You should first cast b to the target integer type. Another point is that you should put parentheses around the macro parameters to avoid surprises by operator precedences. Additionally, the comma operator is very useful here, allowing you to avoid the braces, so that the macro can be used as a normal command, closed with a semicolon.
#define splitup(a,b,c) ( (b) = (a) >> 32, (c) = (a) & 0xffffffff )
#define combine(a,b,c) ( (a) = ((unsigned long long)(b) << 32) | (c) )
Additional casts may be necessary for `splitup to silence warnings about precision loss by over-paranoid compilers.
#define splitup(a,b,c) ( (b) = (unsigned long)((a) >> 32), (c) = (unsigned long)((a) & 0xffffffff) )
And please don't even think about using your self-written encryption for production code.
Shifting a 32-bit value by 32 bits or more is undefined in C and C++. One of the reasons it was left undefined is that on some hardware platforms the 32-bit shift instruction only takes into account 5 lowest bits of the supplied shift count. This means that whatever shift count you pass, it will be interpreted modulo 32. Attempting to shift by 32 on such platform will actually shift by 0, i.e. not shift at all.
The language authors did not want to burden the compilers written for such platform with the task of analyzing the shift count before doing the shift. Instead, the language specification says that the behavior is undefined. This means that if you want to get a 0 value from a 32-bit shift by 32 (or more), it is up to you to recognize the situation and process it accordingly.
what's bad about shifting a 32-bit variable 32 bits?
Its better to assign 0 to n-bit integer than to shift it by n-bits.
Example:
0 0 1 0 1 ----- 5 bit Integer
0 1 0 1 0 ----- 1st shift
1 0 1 0 0 ----- 2nd shift
0 1 0 0 0 ----- 3rd shift
1 0 0 0 0 ----- 4th shift
0 0 0 0 0 ----- 5th shift (all the bits are shifted!)

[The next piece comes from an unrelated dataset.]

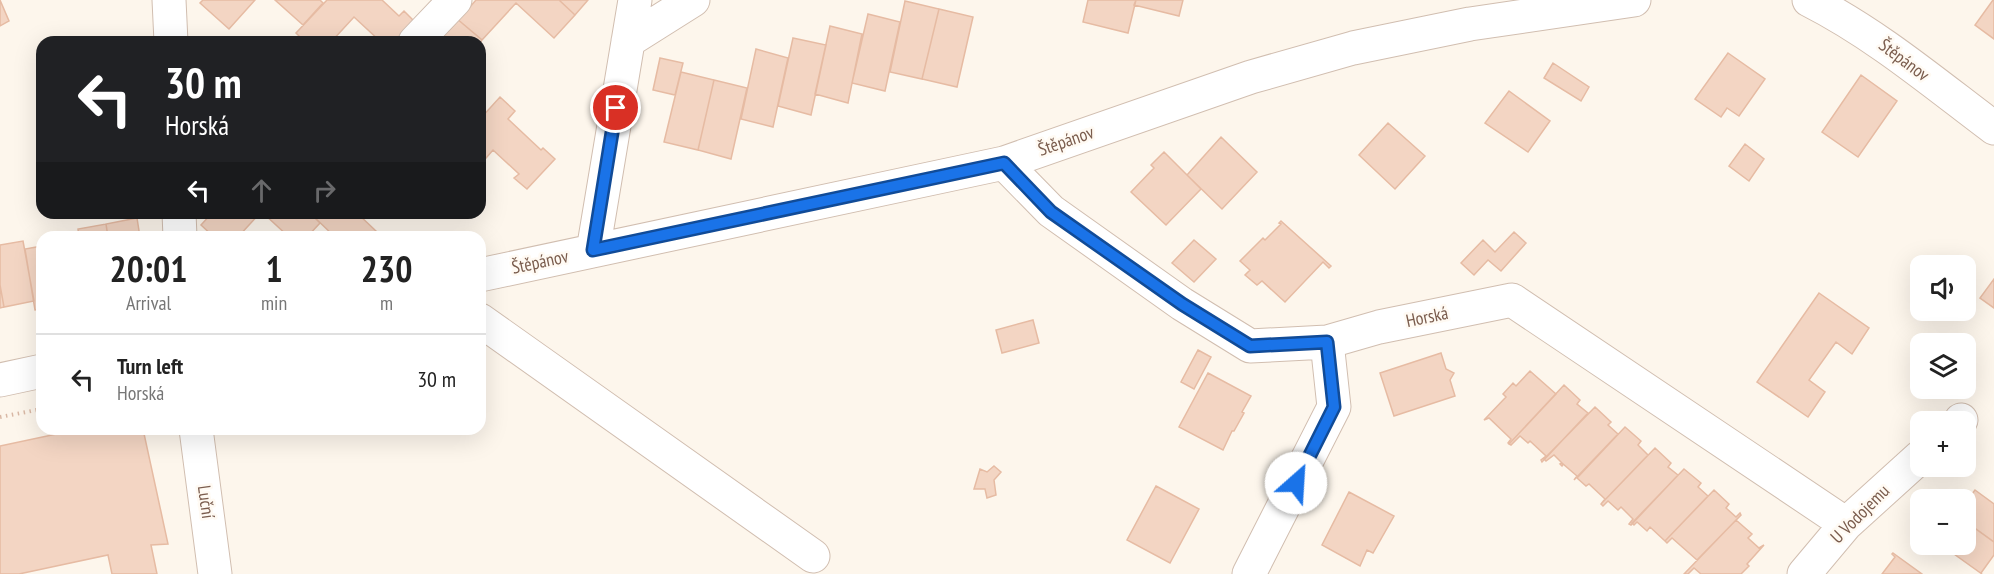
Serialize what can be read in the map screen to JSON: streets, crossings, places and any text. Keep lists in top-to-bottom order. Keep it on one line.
{"streets":{"street":["Štěpánov","Horská","Luční","U Vodojemu"]},"crossings":[["Štěpánov","Horská"],["Horská","U Vodojemu"]],"page":{"turn":["30 m","Horská"],"eta":["20:01","Arrival","1","min","230","m"],"map_buttons":["+","−"],"list":[{"name":"Turn left","note":"Horská","value":"30 m"}]}}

I still don't have a method of combining the two 32-bit variables to get a 64-bit one
Consider: a is 64 bit, b and c are 32 bit
a = b;
a = a << 32; //Note: a is 64 bit
a = a | c;
Unless this is some "reinventing the wheel to understand how it works" project, don't implement your own crypto functions.
Ever.
It's hard enough to use the available algorithms to work (and to choose the right one), don't shoot yourself in the foot by putting in production some home grown cryptor API. Chances are your encryption won't encrypt
What's bad about shifting a 32-bit variable 32 bits?
In addition to what have been already said, the 32nd bit is the sign bit, and you may get sign extension to preserve the sing, thereby losing significant bits.